** Data extract follows **
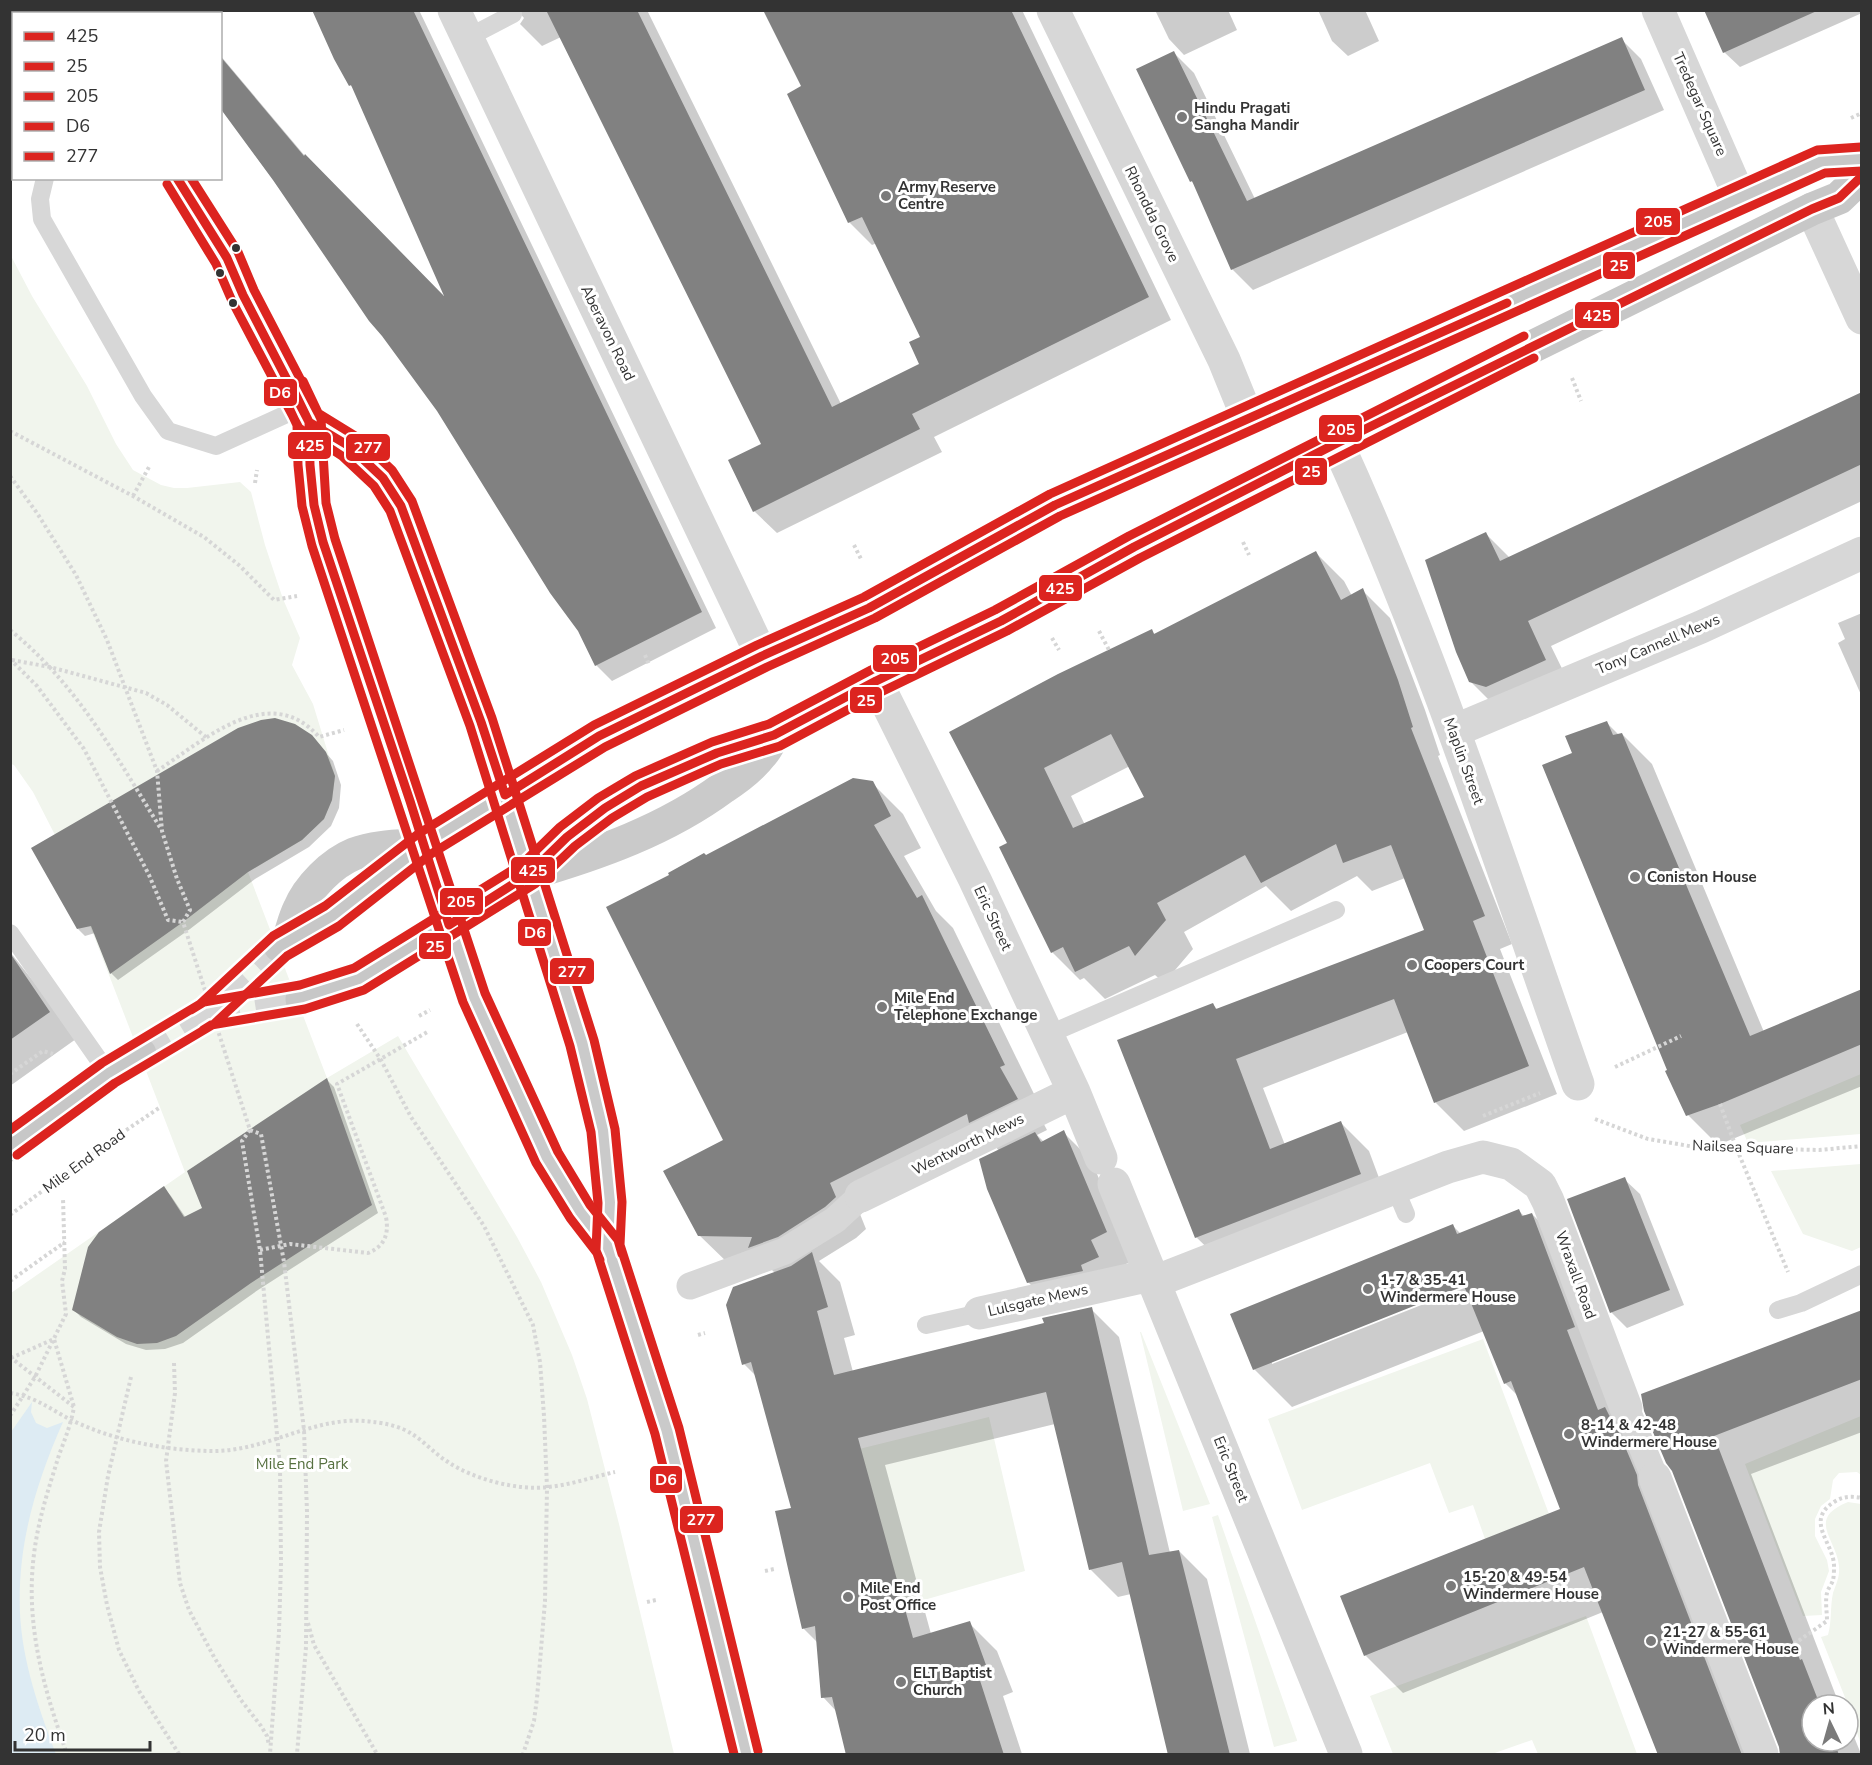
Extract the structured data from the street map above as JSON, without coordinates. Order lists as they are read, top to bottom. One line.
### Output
{"streets":{"street":["Tredegar Square","Rhondda Grove","Aberavon Road","Tony Cannell Mews","Maplin Street","Eric Street","Wentworth Mews","Wraxall Road","Lulsgate Mews"],"path":["Nailsea Square","Mile End Road"]},"crossings":[["Tony Cannell Mews","Maplin Street"],["Maplin Street","Nailsea Square"],["Eric Street","Wentworth Mews"],["Eric Street","Wraxall Road"],["Eric Street","Lulsgate Mews"],["Wraxall Road","Lulsgate Mews"]],"parks":["Mile End Park"],"places":["Hindu Pragati Sangha Mandir","Army Reserve Centre","Coniston House","Coopers Court","Mile End Telephone Exchange","1-7 & 35-41 Windermere House","8-14 & 42-48 Windermere House","15-20 & 49-54 Windermere House","Mile End Post Office","21-27 & 55-61 Windermere House","ELT Baptist Church"],"lines":["transit line 205","transit line 25","transit line 425","transit line 277","transit line D6"],"legend":["425","25","205","D6","277"],"scale_bar":"20 m","north":"top"}
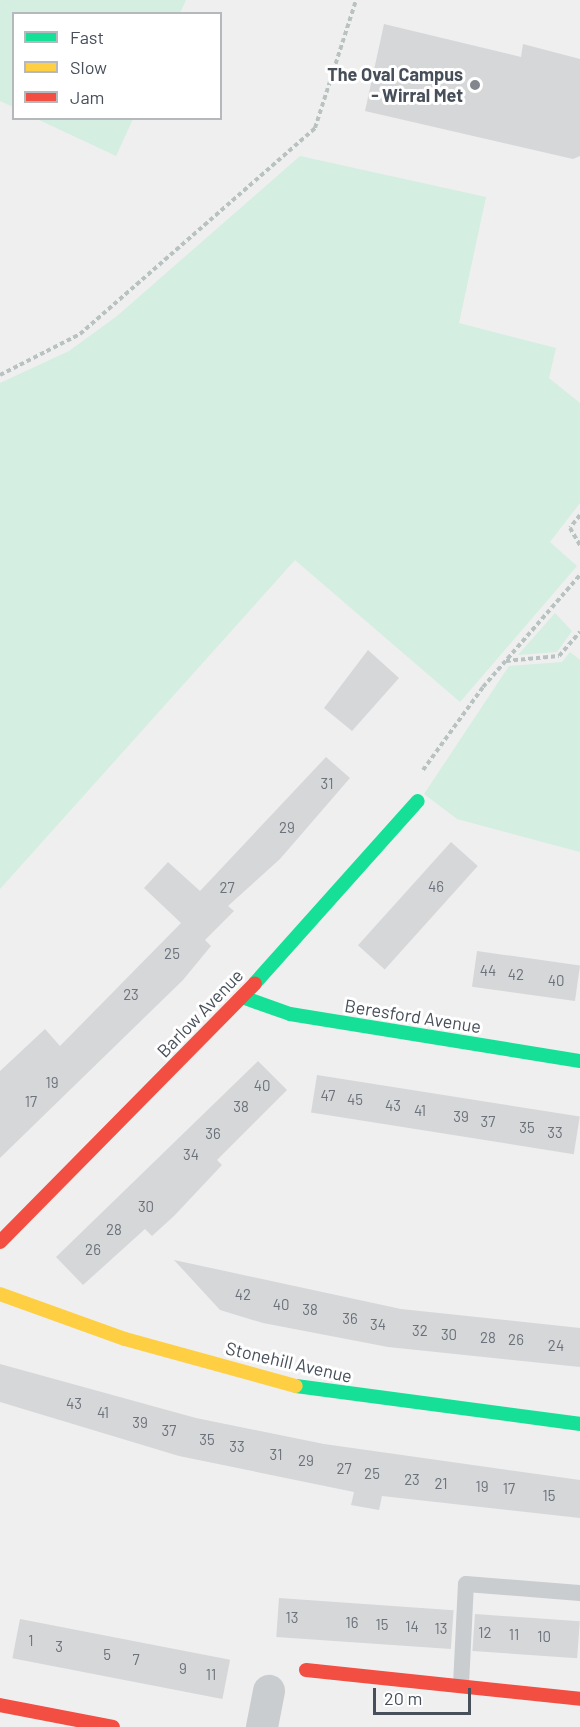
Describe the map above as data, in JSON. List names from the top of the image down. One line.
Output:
{"streets":{"street":["Barlow Avenue","Beresford Avenue","Stonehill Avenue"]},"crossings":[["Barlow Avenue","Beresford Avenue"]],"places":["The Oval Campus - Wirral Met"],"house_numbers":["31","29","46","27","25","44","42","40","23","19","40","47","45","17","43","38","41","39","37","35","33","36","34","30","28","26","42","40","38","36","34","32","30","28","26","24","43","41","39","37","35","33","31","29","27","25","23","21","19","17","15","13","16","15","14","13","12","11","10","1","3","5","7","9","11"],"legend":["Fast","Slow","Jam"],"scale_bar":"20 m"}
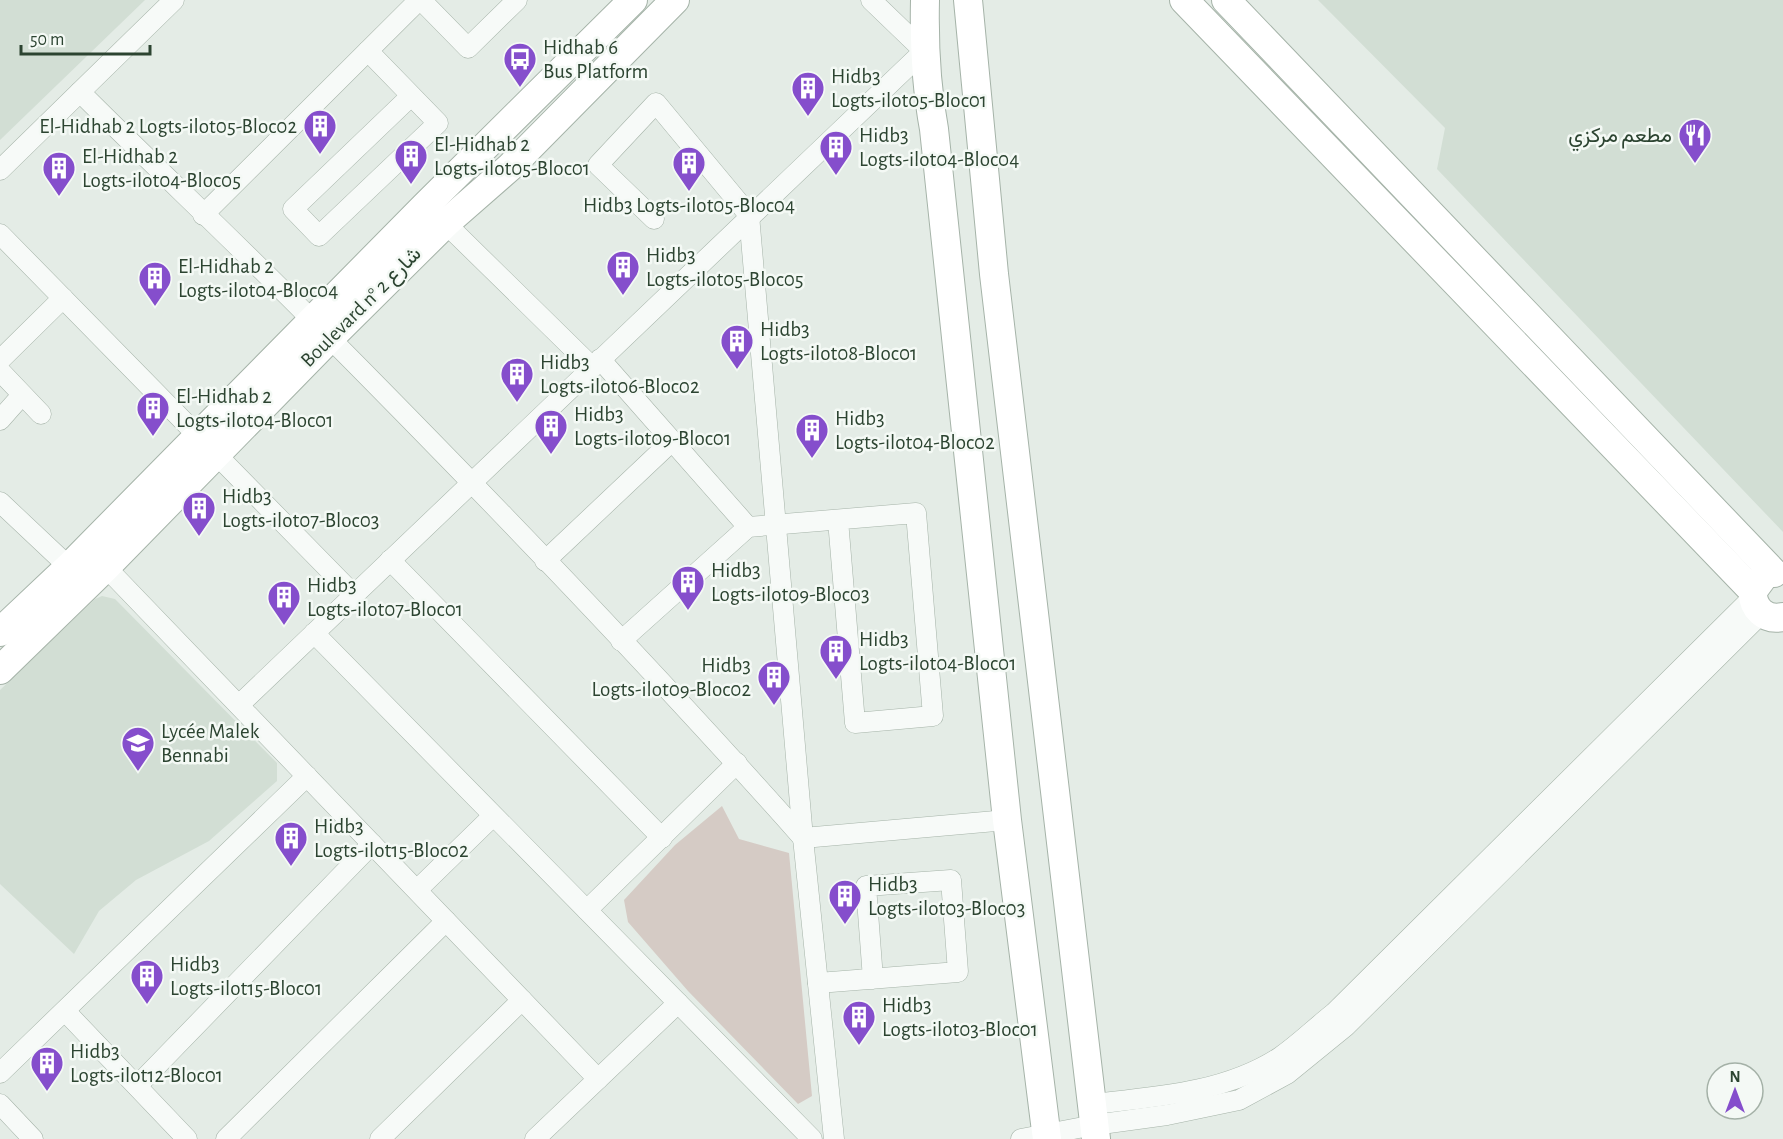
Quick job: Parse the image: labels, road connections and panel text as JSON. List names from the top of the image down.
{
  "streets": {
    "main road": ["Boulevard n° شارع 2"]
  },
  "places": {
    "bus stop": ["Hidhab 6 Bus Platform"],
    "building": [
      "Hidb3 Logts-ilot05-Bloc01",
      "El-Hidhab 2 Logts-ilot05-Bloc02",
      "Hidb3 Logts-ilot04-Bloc04",
      "El-Hidhab 2 Logts-ilot05-Bloc01",
      "Hidb3 Logts-ilot05-Bloc04",
      "El-Hidhab 2 Logts-ilot04-Bloc05",
      "Hidb3 Logts-ilot05-Bloc05",
      "El-Hidhab 2 Logts-ilot04-Bloc04",
      "Hidb3 Logts-ilot08-Bloc01",
      "Hidb3 Logts-ilot06-Bloc02",
      "El-Hidhab 2 Logts-ilot04-Bloc01",
      "Hidb3 Logts-ilot09-Bloc01",
      "Hidb3 Logts-ilot04-Bloc02",
      "Hidb3 Logts-ilot07-Bloc03",
      "Hidb3 Logts-ilot09-Bloc03",
      "Hidb3 Logts-ilot07-Bloc01",
      "Hidb3 Logts-ilot04-Bloc01",
      "Hidb3 Logts-ilot09-Bloc02",
      "Hidb3 Logts-ilot15-Bloc02",
      "Hidb3 Logts-ilot03-Bloc03",
      "Hidb3 Logts-ilot15-Bloc01",
      "Hidb3 Logts-ilot03-Bloc01",
      "Hidb3 Logts-ilot12-Bloc01"
    ],
    "restaurant": ["مطعم مركزي"],
    "school or university": ["Lycée Malek Bennabi"]
  },
  "scale_bar": "50 m",
  "north": "top"
}
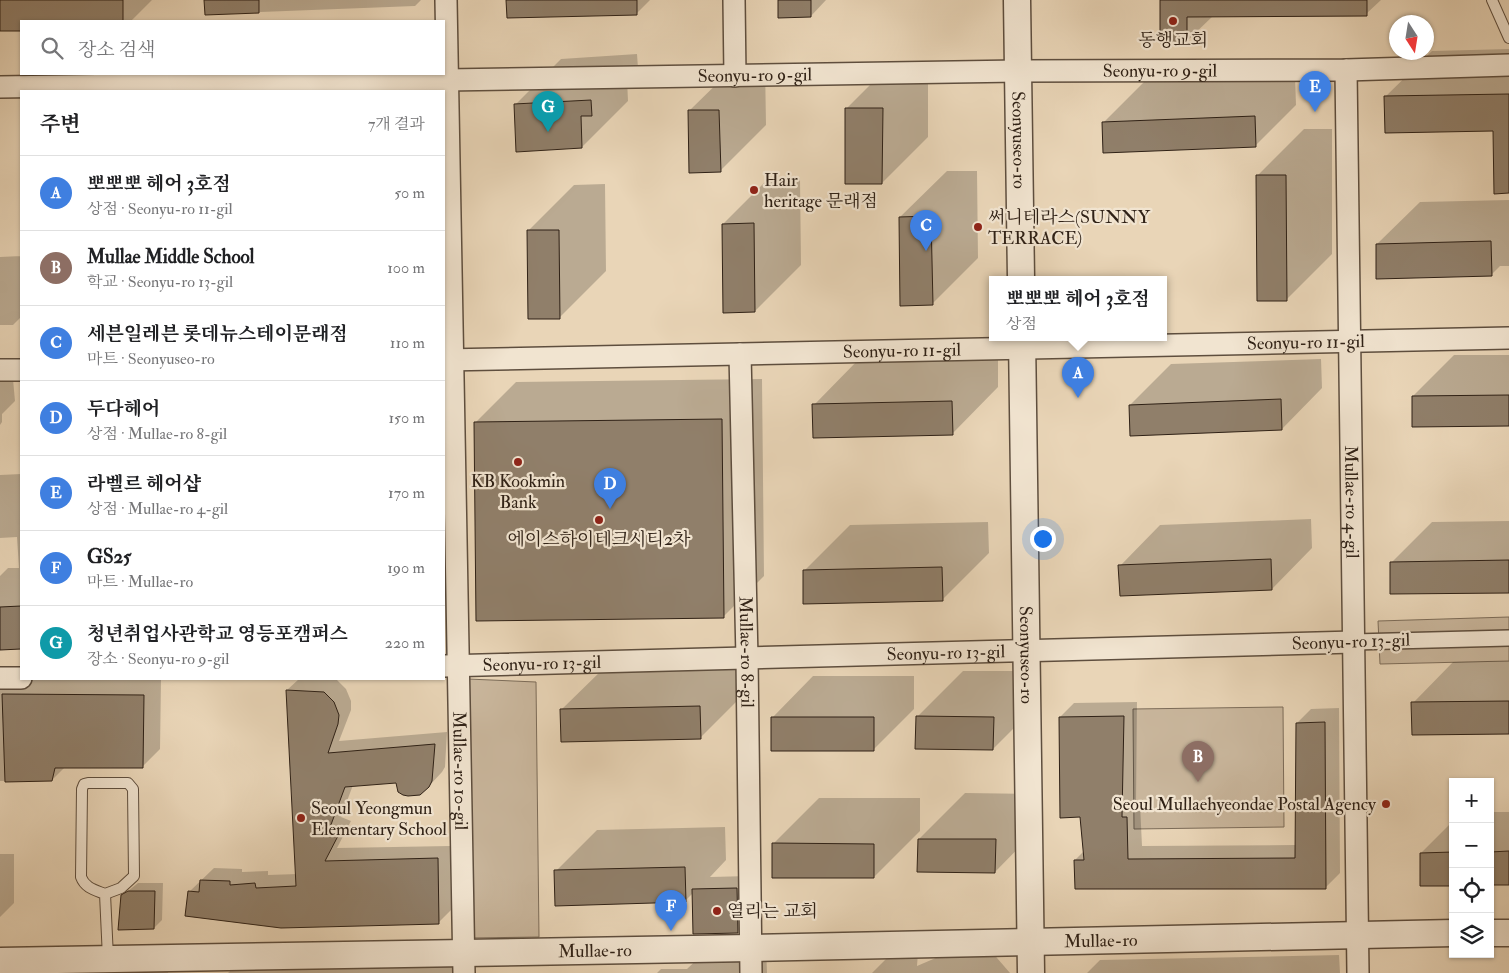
** End of Data extract **
_Exercise:_
The answer must consist of every line from the data that holds the string "legend".

_Problem solution:_
{"streets":{"street":["Tredegar Square","Rhondda Grove","Aberavon Road","Tony Cannell Mews","Maplin Street","Eric Street","Wentworth Mews","Wraxall Road","Lulsgate Mews"],"path":["Nailsea Square","Mile End Road"]},"crossings":[["Tony Cannell Mews","Maplin Street"],["Maplin Street","Nailsea Square"],["Eric Street","Wentworth Mews"],["Eric Street","Wraxall Road"],["Eric Street","Lulsgate Mews"],["Wraxall Road","Lulsgate Mews"]],"parks":["Mile End Park"],"places":["Hindu Pragati Sangha Mandir","Army Reserve Centre","Coniston House","Coopers Court","Mile End Telephone Exchange","1-7 & 35-41 Windermere House","8-14 & 42-48 Windermere House","15-20 & 49-54 Windermere House","Mile End Post Office","21-27 & 55-61 Windermere House","ELT Baptist Church"],"lines":["transit line 205","transit line 25","transit line 425","transit line 277","transit line D6"],"legend":["425","25","205","D6","277"],"scale_bar":"20 m","north":"top"}
{"streets":{"street":["Barlow Avenue","Beresford Avenue","Stonehill Avenue"]},"crossings":[["Barlow Avenue","Beresford Avenue"]],"places":["The Oval Campus - Wirral Met"],"house_numbers":["31","29","46","27","25","44","42","40","23","19","40","47","45","17","43","38","41","39","37","35","33","36","34","30","28","26","42","40","38","36","34","32","30","28","26","24","43","41","39","37","35","33","31","29","27","25","23","21","19","17","15","13","16","15","14","13","12","11","10","1","3","5","7","9","11"],"legend":["Fast","Slow","Jam"],"scale_bar":"20 m"}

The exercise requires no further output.